Another day, another DeFi flash loan exploit on Binance Smart Chain. This time around, the victim is the multi-chain incubator project Impossible Finance.
“Earlier today there was a flash loan attack on our IF token. We are working with PeckShield, Watchpug, and other community whitehats to investigate the situation and will have a detailed event report.”
Copycat DeFi Attacker
SushiSwap core developer Mudit Gupta noted that it was a similar attack to the one that exploited the BurgerSwap protocol in late May. Back then, the attacker managed to drain over $7 million from the protocol executing flash loans with a fake token.
A vulnerability in the pool’s smart contract enabled the attacker to perform multiple swaps of the protocols native token IF to BUSD and then to BNB to repay the flash loan.

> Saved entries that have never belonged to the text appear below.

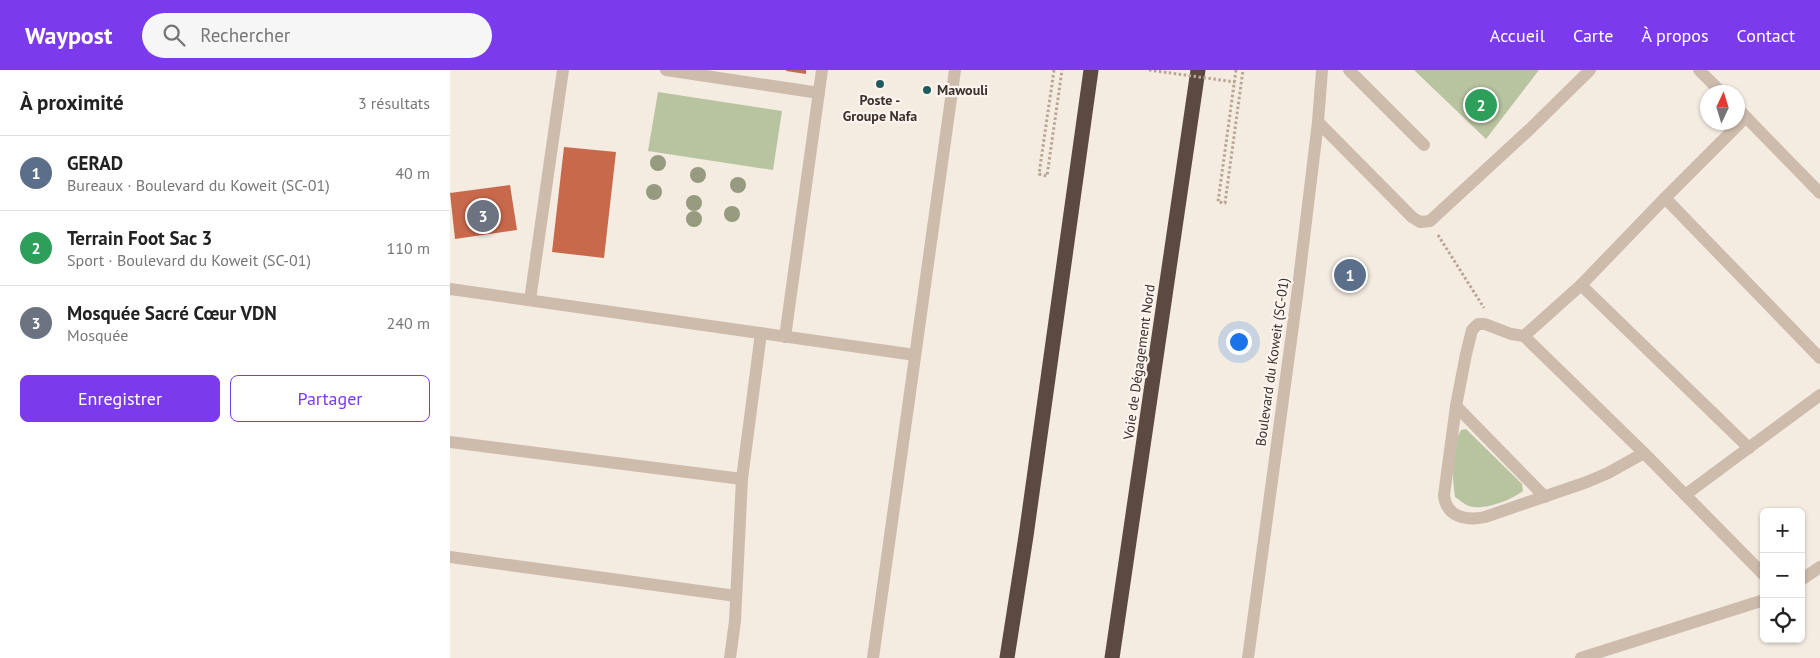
<!DOCTYPE html>
<html lang="fr">
<head>
<meta charset="utf-8">
<style>
	body { margin:0; font-family:"PT Sans",sans-serif; background:#f6f6f6; color:#222 }
	.controls { position:absolute; right:15px; bottom:15px; display:grid; overflow:hidden; border-radius:8px; box-shadow:0 1px 4px #0004 }
	.controls button { width:45px; height:45px; display:grid; place-items:center; padding:0; border:0; border-bottom:1px solid #e0e0e0; background:#fff; color:#222; font:25px sans-serif }
	.compass { position:absolute; left:1250px; top:15px; width:45px; height:45px; border-radius:50%; background:#fff; box-shadow:0 1px 4px #0004; rotate:4deg }
	.you { position:absolute; left:788px; top:271px; width:18px; height:18px; margin:-12px; border:4px solid #fff; border-radius:50%; background:#1a73e8; box-shadow:0 0 0 8px #1a73e833 }
	.badge { display:grid; place-items:center; width:32px; height:32px; border-radius:50%; background:#7c3aed; color:#fff; font-size:16px; font-weight:700 }
	.pin { position:absolute; translate:-50% -50%; border:2px solid #fff; box-shadow:0 1px 5px #0006 }
	.list { margin:0; padding:0; list-style:none }
	h2 { display:flex; justify-content:space-between; align-items:center; height:65px; margin:0; padding:0 20px; font-size:21px }
	h2 small { font-size:16px; font-weight:400; color:#767676 }
	.list li { display:grid; grid-template-columns:32px 1fr auto; gap:15px; align-items:center; box-sizing:border-box; height:75px; padding:0 20px; border-top:1px solid #e0e0e0 }
	.list b { display:block; font-size:19px; white-space:nowrap }
	.list p { margin:0; font-size:16px; white-space:nowrap; color:#767676 }
	.list em { font-size:16px; font-style:normal; color:#767676 }
	.actions { display:flex; gap:10px; padding:15px 20px }
	.actions a { flex:1; padding:11px 0; border:1px solid #7c3aed; border-radius:8px; text-align:center; font-size:18px; color:#7c3aed }
	.actions .main { background:#7c3aed; color:#fff }
	.icon { flex:none; width:28px; height:28px; fill:none; stroke:currentColor; stroke-width:2; stroke-linecap:round; stroke-linejoin:round }
	.map { position:relative; flex:none; width:1370px; height:588px; overflow:hidden }
	header { display:flex; align-items:center; gap:30px; box-sizing:border-box; height:70px; padding:0 25px; background:#7c3aed; color:#fff }
	header strong { font-size:24px }
	nav { display:flex; gap:28px; margin-inline-start:auto; font-size:18px }
	.search { width:350px; height:45px; background:#f6f6f6; display:flex; align-items:center; gap:12px; box-sizing:border-box; padding:0 18px; border-radius:28px; color:#767676; font-size:19px }
	main { display:flex }
	aside { flex:1; background:#fff }
	.map>svg:first-child { display:block }
	.green { fill:#b8c4a0 }
	.building { fill:#c8694b }
	.lines { fill:none; stroke-linecap:round; stroke-linejoin:round }
	.path { stroke:#b9a596; stroke-width:3; stroke-dasharray:2.5 2.5; stroke-linecap:butt }
	.minor { stroke:#cdbbac; stroke-width:12 }
	.highway { stroke:#5c4a42; stroke-width:15 }
	.path-bridge { stroke:#b9a596; stroke-width:3; stroke-dasharray:2.5 2.5; stroke-linecap:butt }
	.tree { fill:#969b7f }
	.poi-dot { fill:#1f5a5e; stroke:#fbf5ee; stroke-width:2 }
	.labels { text-anchor:middle; dominant-baseline:central; stroke-width:4.5; stroke-linejoin:round; paint-order:stroke }
	.poi-label { font-size:14px; font-weight:bold; fill:#3b302b; stroke:#fbf5ee; text-anchor:start }
	.street-label { font-size:14px; fill:#3b302b; stroke:#fbf5ee }
</style>
</head>
<body>
<header>
<strong>Waypost</strong>
<div class="search"><svg class="icon" aria-label="search" viewBox="0 0 24 24"><circle cx="10" cy="10" r="6"/><path d="M15 15l6 6"/></svg>Rechercher</div>
<nav><a>Accueil</a><a>Carte</a><a>À propos</a><a>Contact</a></nav>
</header>
<main>
<aside>
<h2>À proximité<small>3 résultats</small></h2>
<ul class="list">
<li><span class="badge" style="background:#5c6f8a">1</span><div><b>GERAD</b><p>Bureaux · Boulevard du Koweit (SC-01)</p></div><em>40 m</em></li>
<li><span class="badge" style="background:#2e9e5b">2</span><div><b>Terrain Foot Sac 3</b><p>Sport · Boulevard du Koweit (SC-01)</p></div><em>110 m</em></li>
<li><span class="badge" style="background:#6b7280">3</span><div><b>Mosquée Sacré Cœur VDN</b><p>Mosquée</p></div><em>240 m</em></li>
</ul>
<div class="actions"><a class="main">Enregistrer</a><a>Partager</a></div>
</aside>
<div class="map">
<svg width="1370" height="588" viewBox="0 0 1370 588">
	<rect width="100%" height="100%" fill="#f4ebe1"/>
	<g class="green">
		<path d="M964,0H1089L1036,69Z"/>
		<path d="M208,22L332,41L323,100L198,81Z"/>
		<path d="M1016,359L1072,414L1073,421C1061,430 1034,441 1019,436C1015,435 1010,430 1005,427C1002,408 1001,377 1011,360Z"/>
	</g>
	<g class="building">
		<path d="M336,0H356V4L336,1Z"/>
		<path d="M114,77L166,82L154,188L102,182Z"/>
		<path d="M60,115L67,160L5,169L0,123Z"/>
	</g>
	<g class="lines">
		<g class="path">
			<path d="M604,0L589,104L597,106L612,0"/>
			<path d="M786,0L768,132L775,133L793,0"/>
			<path d="M988,165L1034,238"/>
		</g>
		<g class="minor">
			<path d="M216,0L369,23"/>
			<path d="M899,0L974,75"/>
			<path d="M1249,0L1271,22"/>
			<path d="M1288,39L1370,123"/>
			<path d="M868,52L962,147L970,152L980,151L1080,59L1140,0"/>
			<path d="M1215,128L1370,288"/>
			<path d="M1131,215L1299,378"/>
			<path d="M0,219L465,285"/>
			<path d="M80,230L113,0"/>
			<path d="M1074,266L1131,215L1215,128L1296,47"/>
			<path d="M335,267L372,0"/>
			<path d="M1006,336L1095,427"/>
			<path d="M0,372L292,409"/>
			<path d="M1194,383L1158,403L1137,412L1035,447C1016,451 996,447 994,425L1006,336L1016,284L1022,260L1028,254H1035L1061,264L1074,266L1194,383L1314,505"/>
			<path d="M1235,425L1370,325"/>
			<path d="M0,487L286,526"/>
			<path d="M1351,510L1370,497"/>
			<path d="M280,588L285,551L292,409L311,263"/>
			<path d="M423,588L505,0"/>
			<path d="M798,588L847,226L868,52L872,0"/>
			<path d="M1131,588L1314,530"/>
		</g>
		<g class="highway">
			<path d="M557,588L576,466L641,0"/>
			<path d="M662,588L748,0"/>
		</g>
		<path class="path-bridge" d="M699,0L785,12"/>
	</g>
	<g class="tree">
		<circle cx="208" cy="93" r="8"/>
		<circle cx="248" cy="105" r="8"/>
		<circle cx="288" cy="115" r="8"/>
		<circle cx="204" cy="122" r="8"/>
		<circle cx="244" cy="133" r="8"/>
		<circle cx="282" cy="144" r="8"/>
		<circle cx="244" cy="149" r="8"/>
	</g>
	<g class="poi-dot">
		<circle cx="430" cy="14" r="5"/>
		<circle cx="477" cy="20" r="5"/>
	</g>
	<g class="labels">
		<g class="poi-label">
			<text x="487" y="20">Mawouli</text>
			<text x="430" y="30" text-anchor="middle">Poste -<tspan x="430" dy="16">Groupe Nafa</tspan></text>
		</g>
		<g class="street-label">
			<text transform="translate(689 292) rotate(-82)">Voie de Dégagement Nord</text>
			<text transform="translate(822 292) rotate(-82)">Boulevard du Koweit (SC-01)</text>
		</g>
	</g>
</svg>
<div class="controls">
<button>+</button>
<button>−</button>
<button><svg class="icon" aria-label="locate" viewBox="0 0 24 24"><circle cx="12" cy="12" r="6"/><path d="M12 2v4M12 18v4M2 12h4M18 12h4"/></svg></button>
</div>
<svg class="compass" viewBox="-18 -18 36 36"><path d="M0-13l5 13h-10z" fill="#e53935"/><path d="M0 13l5-13h-10z" fill="#767676"/></svg>
<div class="you"></div>
<div class="pin badge" style="left:900px;top:205px;background:#5c6f8a">1</div>
<div class="pin badge" style="left:1031px;top:35px;background:#2e9e5b">2</div>
<div class="pin badge" style="left:33px;top:146px;background:#6b7280">3</div>
</div>
</main>
</body>
</html>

The Impossible Finance team confirmed on Telegram that it had allocated an insurance fund to compensate liquidity providers,
“We have also prepared an insurance fund to ensure that your funds are safe and remain our number one priority. All users funds who deposited into liquidity pools (“LPs”) PRIOR to the attack will be 100% compensated.”
Impossible Finance raised $7 million from an extensive list of venture capital and angel investors in early June in order to build a BSC incubator platform for multi-chain DeFi startups.
It joins the long list of BSC-based DeFi protocols that have been exploited this year which includes PancakeBunny, Cream Finance, bEarn, Bogged Finance, Uranium Finance, Meerkat Finance, SafeMoon, Spartan Protocol, and Belt Finance.
BSC itself claimed that the wave of attacks was organized and targeted.
IF token price tanks
The IF token has predictably collapsed today, tanking over 60% from a high of $2.80 this time on June 21 to as low as $0.14 before recovering to just over $1 at the time of press.
According to CoinGecko, IF is currently trading 86% lower than its June 19 all-time high of $7.61.